Anche in Italia il Pil sembra diventare un indicatore inadatto per definire come sta un paese. Per questo Istat e Cnel hanno messo a punto un nuovo indicatore, il “Benessere equo e solidale” o Bes, con il quale hanno cercato di fare una fotografia dell’Italia nel Rapporto Bes 2013 - che le due istituzioni hanno presentato oggi davanti al Presidente della Repubblica Giorgio Napolitano.

Secondo le loro analisi tra il 2010 ed il 2011, è aumentato di 2,5 milioni il numero delle persone che si trovano in “grave deprivazione”: alla fine di due anni fa c’erano 6,7 milioni di persone in difficoltà economiche (l’11,1% degli italiani, contro il 6,9% di un anno prima) – e chissà quante sono oggi mi verrebbe da aggiungere.
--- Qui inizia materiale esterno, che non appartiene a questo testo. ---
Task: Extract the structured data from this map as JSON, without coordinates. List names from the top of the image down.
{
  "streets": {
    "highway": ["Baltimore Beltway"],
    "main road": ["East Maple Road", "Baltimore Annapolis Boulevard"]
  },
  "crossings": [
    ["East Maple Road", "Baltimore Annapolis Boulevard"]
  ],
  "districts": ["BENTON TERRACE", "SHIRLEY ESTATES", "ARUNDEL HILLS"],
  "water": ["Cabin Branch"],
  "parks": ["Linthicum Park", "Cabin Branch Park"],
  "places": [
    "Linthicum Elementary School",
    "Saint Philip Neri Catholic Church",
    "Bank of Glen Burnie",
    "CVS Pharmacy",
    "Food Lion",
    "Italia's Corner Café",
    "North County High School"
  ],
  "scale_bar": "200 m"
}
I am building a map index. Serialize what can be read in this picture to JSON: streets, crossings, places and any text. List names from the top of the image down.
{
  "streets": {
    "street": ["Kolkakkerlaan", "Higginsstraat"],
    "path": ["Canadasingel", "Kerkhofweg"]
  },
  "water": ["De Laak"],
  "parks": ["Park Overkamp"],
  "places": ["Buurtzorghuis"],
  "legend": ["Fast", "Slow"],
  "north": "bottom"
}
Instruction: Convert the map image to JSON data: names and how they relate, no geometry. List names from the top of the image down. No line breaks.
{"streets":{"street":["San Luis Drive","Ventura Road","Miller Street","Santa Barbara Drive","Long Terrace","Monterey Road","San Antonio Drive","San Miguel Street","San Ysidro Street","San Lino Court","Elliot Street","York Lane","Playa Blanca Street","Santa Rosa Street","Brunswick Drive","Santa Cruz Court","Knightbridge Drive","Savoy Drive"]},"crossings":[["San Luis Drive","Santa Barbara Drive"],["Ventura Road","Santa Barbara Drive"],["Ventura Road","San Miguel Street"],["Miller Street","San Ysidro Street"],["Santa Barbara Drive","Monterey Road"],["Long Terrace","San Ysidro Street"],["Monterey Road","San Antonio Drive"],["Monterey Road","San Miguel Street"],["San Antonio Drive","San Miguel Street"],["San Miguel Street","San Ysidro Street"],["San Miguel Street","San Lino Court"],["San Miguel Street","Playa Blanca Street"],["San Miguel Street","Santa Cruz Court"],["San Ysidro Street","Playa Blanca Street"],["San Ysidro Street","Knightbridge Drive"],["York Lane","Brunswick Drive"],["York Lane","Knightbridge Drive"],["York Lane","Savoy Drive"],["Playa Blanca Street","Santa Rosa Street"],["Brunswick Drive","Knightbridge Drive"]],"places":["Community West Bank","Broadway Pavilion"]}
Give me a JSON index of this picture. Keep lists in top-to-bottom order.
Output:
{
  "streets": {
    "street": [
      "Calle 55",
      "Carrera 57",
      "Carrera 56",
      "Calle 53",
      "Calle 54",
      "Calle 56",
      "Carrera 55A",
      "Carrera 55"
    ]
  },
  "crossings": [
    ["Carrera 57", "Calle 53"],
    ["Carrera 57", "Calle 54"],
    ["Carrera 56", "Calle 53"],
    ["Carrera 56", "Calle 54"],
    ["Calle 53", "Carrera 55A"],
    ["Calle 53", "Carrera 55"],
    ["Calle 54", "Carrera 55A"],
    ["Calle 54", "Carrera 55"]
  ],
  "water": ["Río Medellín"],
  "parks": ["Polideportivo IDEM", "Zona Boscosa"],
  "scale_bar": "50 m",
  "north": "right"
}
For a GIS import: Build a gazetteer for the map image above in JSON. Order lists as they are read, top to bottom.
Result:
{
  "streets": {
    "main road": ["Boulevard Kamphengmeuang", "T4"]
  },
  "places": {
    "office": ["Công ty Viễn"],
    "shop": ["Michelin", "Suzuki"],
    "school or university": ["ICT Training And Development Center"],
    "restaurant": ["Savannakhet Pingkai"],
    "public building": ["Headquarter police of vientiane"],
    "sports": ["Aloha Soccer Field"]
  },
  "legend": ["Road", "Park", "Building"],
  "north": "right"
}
Queste difficoltà derivano in buona parte dalla netta diminuzione del potere d’acquisto, sceso mediamente del 5% tra il 2007 ed il 2011. Questo dato si è riflesso in minima parte sui consumi (-1,1%), visto che gli italiani hanno preferito ridurre i risparmi o intaccare il patrimonio piuttosto che ridurre i consumi. E infatti la propensione al risparmio è passata dal 15,5 al 11,5%, mentre nel solo 2012 (il rapporto prende in considerazione solo i primi nove mesi) le famiglie indebitate sono passate dal 2,3 al 6,5%.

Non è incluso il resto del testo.